There's plenty to do on the mountain that doesn't involve balancing on two wheels or using it as a metaphor for life, including an 18-hole disc-golf course at the peak, a zipline that opens July 1, and groomed hiking trails. At the Angel Fire Resort Golf Course, 18 holes weave through two canyons dotted with aspen and spruce trees. Revel in the awe-inspiring view from the tee box at the signature sixth hole, which sits 200 vertical feet above the green.
The resort has a handful of onsite dining options to fuel long days of recreation. Views of the mountains surround both indoor and outdoor seating at the upscale Elements restaurant, which serves entrees such as new york strip steak ($28) and blue-corn-flour-encrusted ruby red trout ($28). Complement your dinner with a bottle of vino from the restaurant's private wine room, which is stocked with 1,800 bottles. Legends Grill keeps it casual with pizza and burgers and an extensive beer selection, including 11 craft microbrews on draught.

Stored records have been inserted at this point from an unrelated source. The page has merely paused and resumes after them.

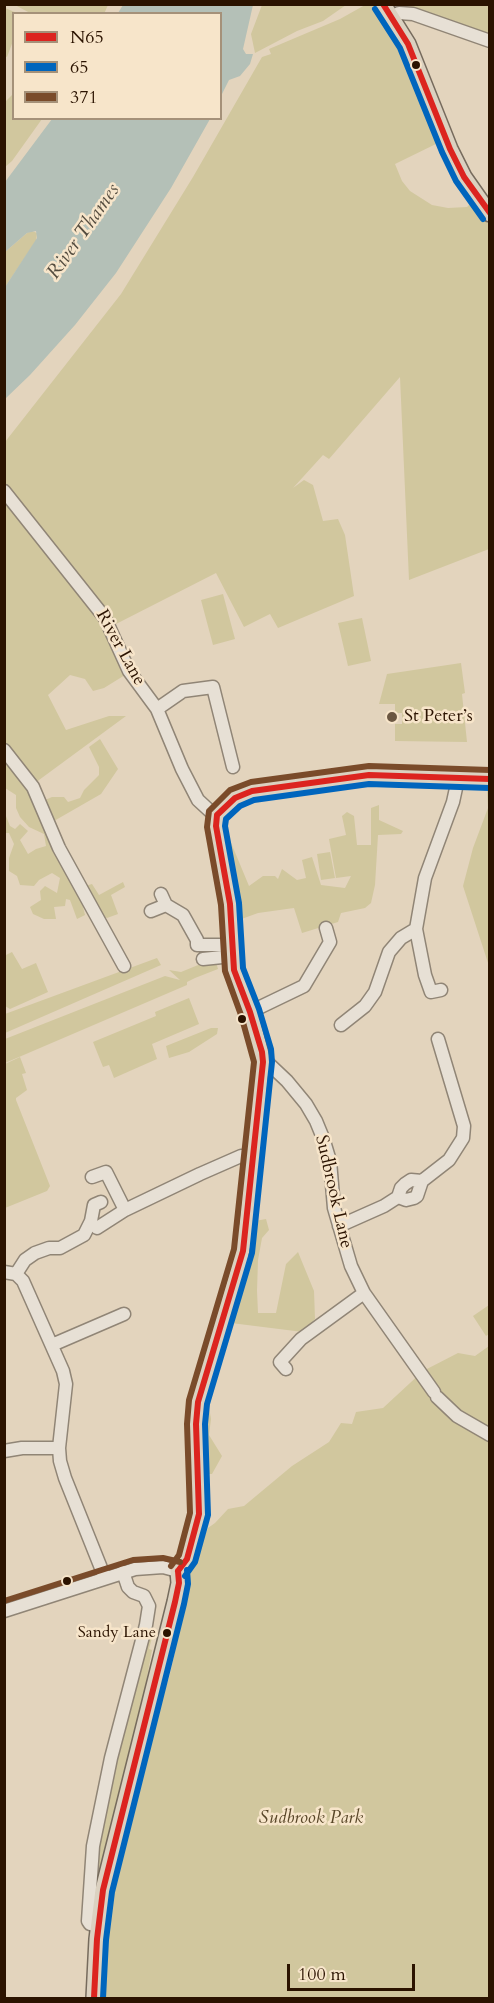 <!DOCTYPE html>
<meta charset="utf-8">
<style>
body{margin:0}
#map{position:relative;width:494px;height:2003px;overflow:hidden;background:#e3d4bd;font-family:Cardo,serif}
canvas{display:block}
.frame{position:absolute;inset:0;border:6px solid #2b1300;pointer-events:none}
.legend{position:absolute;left:12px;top:12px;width:210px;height:108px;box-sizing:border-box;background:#f7e5ca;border:2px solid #a59179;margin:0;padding:8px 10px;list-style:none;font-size:18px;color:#2b1300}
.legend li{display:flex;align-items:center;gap:12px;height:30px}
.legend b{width:30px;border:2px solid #a59179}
.scale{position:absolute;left:287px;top:1964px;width:128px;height:27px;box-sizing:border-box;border:3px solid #2b1300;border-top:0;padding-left:8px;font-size:18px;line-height:21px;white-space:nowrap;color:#2b1300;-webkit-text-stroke:4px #f7e5ca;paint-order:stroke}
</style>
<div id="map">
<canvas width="494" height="2003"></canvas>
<div class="frame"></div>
<ul class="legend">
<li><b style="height:8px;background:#dc241f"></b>N65</li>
<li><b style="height:8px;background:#0065bd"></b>65</li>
<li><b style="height:8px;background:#7a4b2a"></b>371</li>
</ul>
<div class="scale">100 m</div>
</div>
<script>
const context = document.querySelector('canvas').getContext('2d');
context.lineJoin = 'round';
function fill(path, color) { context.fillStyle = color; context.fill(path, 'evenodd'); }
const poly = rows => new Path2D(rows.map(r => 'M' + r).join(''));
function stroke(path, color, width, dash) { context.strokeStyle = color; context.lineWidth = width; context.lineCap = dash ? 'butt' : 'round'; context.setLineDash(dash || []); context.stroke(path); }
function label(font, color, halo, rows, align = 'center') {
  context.font = font + ' Cardo,serif'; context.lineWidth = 5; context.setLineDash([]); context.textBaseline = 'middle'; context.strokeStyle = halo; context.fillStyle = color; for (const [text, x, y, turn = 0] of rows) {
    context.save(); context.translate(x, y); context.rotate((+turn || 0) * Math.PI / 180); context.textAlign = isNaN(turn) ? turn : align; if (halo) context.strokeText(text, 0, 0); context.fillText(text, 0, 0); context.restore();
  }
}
const green = poly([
 [15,5,108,5,104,14,30,13],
 [262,5,262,4,346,5,323,21,297,31,255,53,251,34],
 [365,5,375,5,387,23,406,58,440,142,395,164,402,181,410,191,432,205,448,208,467,207,471,203,483,220,485,219,489,225,489,549,409,580,400,377,329,459,323,455,293,488,304,480,313,485,323,521,338,519,345,535,354,596,278,628,270,614,244,627,216,573,116,624,111,616,104,627,125,675,104,688,93,691,85,679,70,675,48,695,66,730,109,716,126,716,39,780,33,787,40,791,45,800,52,797,64,797,68,802,80,798,84,790,99,775,99,767,89,747,100,739,118,769,101,794,47,825,78,888,92,884,99,895,123,882,125,887,111,895,118,914,107,918,83,907,85,915,77,919,70,900,66,899,65,906,54,907,56,919,44,919,33,914,30,907,41,900,40,891,45,886,57,893,60,878,52,873,39,880,34,886,20,885,17,876,9,871,9,858,14,844,9,833,5,833,4,811,10,826,15,829,20,824,28,831,20,840,28,854,36,849,46,846,44,834,29,827,20,817,16,808,16,795,5,788,5,442,121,294,193,177,262,57,271,54,269,49,340,19],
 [393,5,489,5,489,34,409,7],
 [5,8,17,13,14,14,13,41,7,57,5,56],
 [13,94,14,118,42,119,12,161,5,167,5,102],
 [32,231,37,233,36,241,5,287,5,252,27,233],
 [223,594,235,639,213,645,201,600],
 [362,618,371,661,348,666,338,623],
 [461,663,465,693,462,694,467,742,395,741,395,724,402,724,402,713,395,713,395,704,379,704,387,674],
 [489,788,490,788,489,966,463,886,473,848,488,808,487,789],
 [379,805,379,820,403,831,401,834,378,835,375,885,371,903,365,908,341,913,338,922,302,933,294,908,258,913,236,921,221,821,225,816,227,833,249,886,263,876,275,876,278,879,282,869,297,880,306,878,302,860,312,857,321,885,345,888,351,876,336,878,329,839,346,835,342,816,347,812,354,816,357,845,371,845,371,808],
 [330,852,335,878,321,880,317,854],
 [12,952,22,969,36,963,48,992,10,1009,5,1006,4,956],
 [157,958,161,965,5,1033,5,1014],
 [208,961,216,962,218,969,195,978,187,982,187,985,5,1063,5,1039,165,976,180,980,169,970,181,972],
 [189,998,199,1024,152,1044,157,1059,114,1078,109,1065,103,1067,93,1042,156,1016,155,1012],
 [211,1028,218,1028,217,1034,189,1052,169,1058,166,1046],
 [20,1057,26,1073,22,1074,27,1090,16,1098,16,1100,50,1186,47,1191,5,1208,5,1064],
 [266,1219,269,1230,262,1238,258,1260,257,1291,258,1313,276,1313,286,1264,298,1252,314,1291,315,1319,303,1332,231,1323,248,1267,255,1221],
 [489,1305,489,1334,486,1336,473,1316],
 [489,1346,489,1998,100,1998,106,1915,110,1888,150,1731,169,1678,175,1652,172,1643,174,1626,182,1622,183,1613,179,1612,184,1595,186,1575,195,1560,208,1528,215,1523,228,1509,244,1506,292,1466,329,1442,341,1423,352,1424,356,1412,383,1408,423,1371,458,1353,475,1356],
 [209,1407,211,1419,209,1435,222,1456,212,1474,204,1474,206,1413],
 [148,1628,154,1630,149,1649,152,1650,142,1704,125,1770,94,1910,100,1827]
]);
const water = poly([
 [123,5,253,5,243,49,246,54,253,54,250,64,240,76,229,80,221,96,220,14,118,13],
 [52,119,210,119,171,188,116,273,75,325,30,375,5,399,5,287,37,238,36,231,27,233,5,252,5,182]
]);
const minor = poly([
 [392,16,399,13,413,14,490,41],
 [4,491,105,618,129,671,157,709,182,769,198,800,211,812,217,815],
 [157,709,183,691,213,687,233,767],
 [4,750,33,787,59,848,124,966],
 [161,894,166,905,183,915,197,940,197,945,232,945],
 [151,911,166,905],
 [203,959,232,956],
 [441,990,431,992,425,975,416,929,425,878,453,802,458,779],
 [250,1012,304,986,330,942,326,928],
 [341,1025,365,1006,375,992,389,952,401,938,416,929],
 [263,1062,269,1064,287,1081,306,1104,316,1121,323,1138,330,1161,334,1208,351,1266,364,1293,434,1392],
 [92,1177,106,1172,125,1210],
 [398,1197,401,1188,405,1184,411,1180,422,1181],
 [339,1226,384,1206,398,1197,406,1200,414,1198,417,1196,422,1181,449,1160,463,1138,464,1126,438,1039],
 [97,1228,125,1210,200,1174,241,1156,252,1157],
 [4,1272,16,1274],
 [16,1274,23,1281,63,1371,66,1384,59,1448,60,1461,65,1478,105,1578],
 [16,1274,25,1260,35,1253,49,1248,60,1248,84,1235,91,1221,94,1205,101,1202],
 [52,1345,124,1314],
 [286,1369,280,1362,301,1339,364,1293],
 [437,1397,457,1416,490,1435],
 [4,1451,22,1448,59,1448],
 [4,1611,135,1569,163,1567,178,1571],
 [98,1926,90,1924,88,1921,93,1846,111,1758,146,1625,149,1606,144,1596,133,1592,128,1587,123,1572]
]);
const major = poly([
 [383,4,408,44,450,149,464,177,490,214],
 [94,1998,97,1939,103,1890,175,1602,179,1583,178,1571,187,1559,198,1519,196,1424,198,1402,237,1274,247,1224,262,1058,250,1012,234,970,230,904,216,826,217,815,235,798,252,791,369,775,490,779]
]);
const bus1 = poly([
 [383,4,408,44,450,149,464,177,490,213],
 [178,1571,187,1559,199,1514,196,1424,198,1402,243,1251,263,1062,262,1052,250,1012,234,970,230,904,216,826,217,815,235,798,252,791,369,775,490,779],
 [94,1998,97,1939,103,1890,175,1602,179,1583,178,1571]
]);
const bus2 = poly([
 [375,9,400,48,442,152,456,181,483,219],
 [185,1576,195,1562,208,1515,205,1424,207,1404,252,1253,272,1062,271,1049,259,1009,243,968,239,903,225,826,226,819,240,806,254,800,369,784,490,788],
 [103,1998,106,1940,112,1892,184,1604,188,1584,187,1570]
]);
const bus3 = poly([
 [171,1566,179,1555,190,1513,187,1424,189,1400,234,1249,254,1062,241,1015,225,971,221,905,207,827,209,811,230,790,251,782,369,766,490,770],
 [4,1601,133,1560,163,1558,180,1562]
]);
const markers = [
 [416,65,5,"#2b1300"],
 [392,717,6,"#6b5742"],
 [242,1019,5,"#2b1300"],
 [67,1581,5,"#2b1300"],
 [167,1633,5,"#2b1300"]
];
const busNames = [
 ["Sandy Lane",156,1633]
];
const streetNames = [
 ["River Lane",120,648,61],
 ["Sudbrook Lane",333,1192,77]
];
const poiNames = [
 ["St Peter’s",404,717]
];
const parkNames = [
 ["Sudbrook Park",311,1819]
];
const waterNames = [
 ["River Thames",84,232,-55]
];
fill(green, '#d1c79e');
fill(water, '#b4c0b7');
stroke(minor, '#908576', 15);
stroke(major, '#766b5d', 18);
stroke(minor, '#e7e0d5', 12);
stroke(major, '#dbd1c0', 15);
stroke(bus1, '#dc241f', 6);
stroke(bus2, '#0065bd', 6);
stroke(bus3, '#7a4b2a', 6);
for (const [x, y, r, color] of markers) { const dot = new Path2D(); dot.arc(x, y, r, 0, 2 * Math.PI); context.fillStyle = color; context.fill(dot); stroke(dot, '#f7e5ca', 2); }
label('16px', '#2b1300', '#f7e5ca', busNames, 'right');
label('18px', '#2b1300', '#f7e5ca', streetNames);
label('18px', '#2b1300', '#f7e5ca', poiNames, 'left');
label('italic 18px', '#584628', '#f7e5ca', parkNames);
label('italic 20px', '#544c3f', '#f7e5ca', waterNames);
</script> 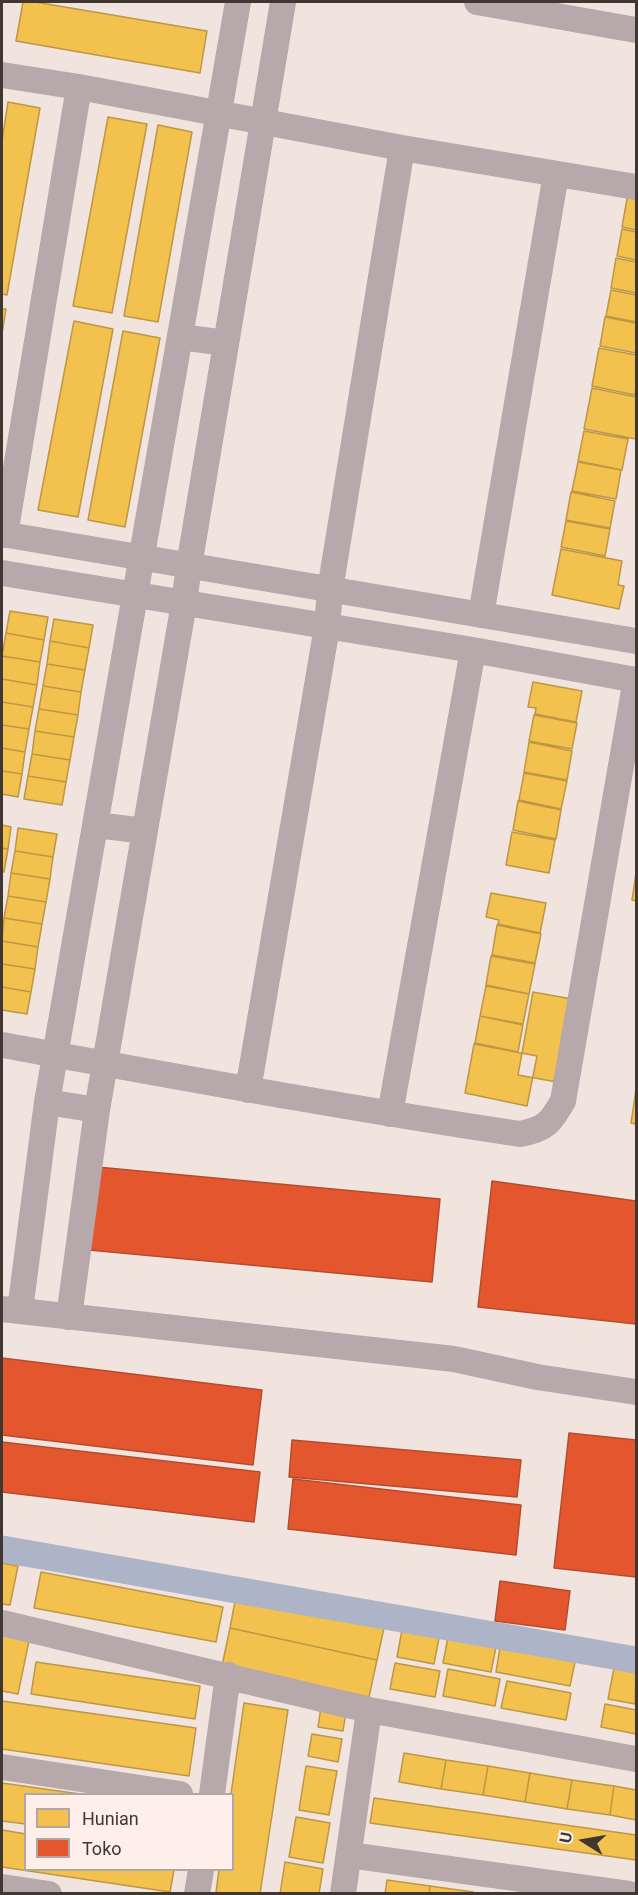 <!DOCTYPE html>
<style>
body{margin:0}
#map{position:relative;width:638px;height:1895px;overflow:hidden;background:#f1e4de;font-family:Roboto,sans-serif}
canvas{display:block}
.frame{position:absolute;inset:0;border:3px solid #403632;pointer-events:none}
.legend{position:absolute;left:24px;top:1793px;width:210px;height:78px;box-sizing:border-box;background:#ffefea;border:2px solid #b3a5a0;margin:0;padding:8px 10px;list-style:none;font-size:18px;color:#403632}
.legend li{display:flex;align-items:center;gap:12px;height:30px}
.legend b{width:30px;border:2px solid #b3a5a0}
.north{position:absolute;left:554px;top:1811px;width:60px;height:60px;-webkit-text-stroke:4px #ffefea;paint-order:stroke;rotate:281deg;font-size:16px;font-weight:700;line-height:24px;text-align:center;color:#403632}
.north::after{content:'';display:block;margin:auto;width:21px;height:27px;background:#403632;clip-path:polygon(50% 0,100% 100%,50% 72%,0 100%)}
</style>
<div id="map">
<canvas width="638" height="1895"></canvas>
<div class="frame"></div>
<ul class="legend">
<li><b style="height:16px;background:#f2c14e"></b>Hunian</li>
<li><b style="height:16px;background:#e4572e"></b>Toko</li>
</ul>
<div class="north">U</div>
</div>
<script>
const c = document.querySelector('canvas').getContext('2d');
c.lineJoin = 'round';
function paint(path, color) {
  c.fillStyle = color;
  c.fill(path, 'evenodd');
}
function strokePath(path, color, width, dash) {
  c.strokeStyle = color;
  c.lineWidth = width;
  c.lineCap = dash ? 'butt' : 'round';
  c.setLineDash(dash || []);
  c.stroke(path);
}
const homes = new Path2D(`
 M23,2H35L207,31L200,73L16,41Z
 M8,102L40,108L7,295L2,294V141Z
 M108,117L147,124L112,313L73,306Z
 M158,125L192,132L158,322L124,316Z
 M628,193L636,195V230L622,227Z
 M622,229L636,232V260L617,256Z
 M616,258L636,262V293L611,288Z
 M611,290L636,295V322L606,316Z
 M2,309H6L2,334Z
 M605,317L636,323V353L600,346Z
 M74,321L113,329L78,517L38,510Z
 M123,331L160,338L125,527L88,520Z
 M599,348L636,355V385L635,395L592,386Z
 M592,388L636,397V439L584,429Z
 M584,431L628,439L622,470L578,461Z
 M578,462L621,470L616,499L572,491Z
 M571,492L615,501L610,528L566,520Z
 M566,521L610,529L605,556L561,547Z
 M561,549L622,561L618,585L624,586L619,609L552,595Z
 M10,611L48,617L44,640L6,633Z
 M54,619L93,625L89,648L50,641Z
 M6,633L44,640L40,662L2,656Z
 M50,641L89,648L85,670L47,664Z
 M2,656L40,662L37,685L2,679Z
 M47,664L85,670L81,692L43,686Z
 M2,679L37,685L33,707L2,702Z
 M533,682L582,691L576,722L535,714L536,708L528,707Z
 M43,686L81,692L78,715L39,709Z
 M2,702L33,707L29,729L2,725Z
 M39,709L78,715L74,737L35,731Z
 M534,715L577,723L572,749L529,741Z
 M2,725L29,729L25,752L2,748Z
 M35,731L74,737L70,760L32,754Z
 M529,742L572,751L567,780L524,772Z
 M2,748L25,752L22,774L2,771Z
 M32,754L70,760L66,782L28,776Z
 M2,771L22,774L18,797L2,794Z
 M524,773L567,781L561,809L519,800Z
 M28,776L66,782L62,805L24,799Z
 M518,801L561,810L556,839L513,830Z
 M2,825L11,827L8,849L2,848Z
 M18,828L57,834L53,857L15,851Z
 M512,832L555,840L549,873L506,865Z
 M2,848L8,849L4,872L2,871Z
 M15,851L53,857L50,879L11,873Z
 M11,873L50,879L46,902L8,896Z
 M636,873V901L632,900Z
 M491,893L546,903L540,933L498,924L499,920L486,917Z
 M8,896L46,902L42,924L4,918Z
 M4,918L42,924L38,947L2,941Z
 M497,925L541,934L535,963L492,955Z
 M2,941L38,947L35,969L2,964Z
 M491,956L535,964L529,994L486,985Z
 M2,964L35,969L31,992L2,987Z
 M486,986L529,994L523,1024L480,1016Z
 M2,987L31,992L27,1014L2,1010Z
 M533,992L572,999L557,1082L518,1075Z
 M480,1016L523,1025L518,1052L475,1043Z
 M474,1044L537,1056L527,1106L465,1093Z
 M636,1089V1124L631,1123Z
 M2,1563L18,1566L10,1605L2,1604Z
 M41,1572L223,1607L216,1642L34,1608Z
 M236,1596L384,1628L377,1660L230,1628Z
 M230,1628L377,1660L369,1697L222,1666Z
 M402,1630L439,1638L434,1664L397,1657Z
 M2,1635L29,1641L18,1694L2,1691Z
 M448,1637L496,1647L491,1672L443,1663Z
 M500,1647L575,1662L570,1686L496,1672Z
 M36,1662L200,1686L195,1719L31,1694Z
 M395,1663L440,1671L435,1697L390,1689Z
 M614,1668L636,1673L635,1704L608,1699Z
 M448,1669L500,1679L495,1706L443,1696Z
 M507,1681L571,1693L566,1720L501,1708Z
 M2,1701L196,1728L189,1776L2,1749Z
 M244,1703L288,1710L260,1894H224L216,1892L219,1870H232V1794H231Z
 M605,1704L636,1710V1734L601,1727Z
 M321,1707L346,1712L343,1731L318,1727Z
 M312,1734L342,1739L338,1762L308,1756Z
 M404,1753L446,1760L441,1789L399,1782Z
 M446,1760L488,1766L483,1795L441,1789Z
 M306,1766L337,1771L329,1815L299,1810Z
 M488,1766L530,1773L525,1802L483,1795Z
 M530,1773L572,1780L567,1809L525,1802Z
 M572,1780L614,1786L610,1815L567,1809Z
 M2,1783L80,1794H26V1824L2,1821Z
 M614,1786L636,1790V1820L610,1815Z
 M374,1798L636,1835V1860L370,1823Z
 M296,1817L330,1823L323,1863L289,1857Z
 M2,1830L26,1834V1870H174L170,1892L2,1867Z
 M285,1862L323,1869L319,1894H280Z
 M387,1880L430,1886L429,1894H385Z
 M430,1886L473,1892V1894H429Z`);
paint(homes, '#f2c14e');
strokePath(homes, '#bd9746', 1.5);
const shops = new Path2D(`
 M97,1167L440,1199L432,1282L89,1250Z
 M492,1181L636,1201V1324L478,1307Z
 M2,1358L262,1390L253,1465L2,1435Z
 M569,1433L636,1440V1577L554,1568Z
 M292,1440L521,1460L517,1497L289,1477Z
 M2,1442L260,1472L254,1522L2,1492Z
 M293,1479L521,1505L516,1555L288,1529Z
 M500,1581L570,1591L565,1630L495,1621Z`);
paint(shops, '#e4572e');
strokePath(shops, '#b34d2f', 1.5);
strokePath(new Path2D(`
 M2,1549L636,1660`), '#adb4c8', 27);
strokePath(new Path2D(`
 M477,2L636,30
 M2,75L79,87L402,148L636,187
 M180,337L226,343
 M2,534L636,641
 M5,535L79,87
 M2,573L473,650L636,680
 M481,615L556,174
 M96,825L145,831
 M2,1045C174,1076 346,1108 520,1134C546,1129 550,1123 563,1101L636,679
 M248,1090L327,627L330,590L402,148
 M47,1102L97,1110
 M390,1114L473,650
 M2,1309L454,1359L537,1377L636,1392
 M20,1310L47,1102L238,2
 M69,1317L97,1110L184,603L189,566L283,2
 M2,1623L369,1710L636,1759
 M2,1767L180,1794
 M212,1794L228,1675
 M349,1855L629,1894
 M2,1887L49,1894
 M197,1894L201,1870
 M343,1894L369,1710`), '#b6a8ab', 26);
</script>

The indoor pool and hot tub, located beneath the lodge's atrium, relieve worn out muscles. Afterwards, retreat to a 500-square-foot standard room, outfitted with two queen beds, to get a restful night's sleep.
Angel Fire, New Mexico: Stunning Scenery in the Southern Rockies
According to local legend, a tribe of Native Americans first called the mountainous Angel Fire area "fire of the gods," referring to the region's spectacular sunsets. As friars meandered through, the name evolved into "the place of the fire angels," and 19th-century frontiersman Kit Carson was the first to dub the town Angel Fire. The unusual moniker stuck. Today, in New Mexico's northeast corner, at an elevation of 8,400 feet, fiery reds, oranges, and yellows still light the sky ablaze above the mountains.
Angel Fire is also known for its Vietnam Veterans Memorial. The angular, all-white memorial was erected in 1968 to pay tribute to a young soldier and son of a local doctor killed in battle. It’s home to a museum, visitors' center, chapel, and a Huey helicopter, which was in use in Vietnam during the war.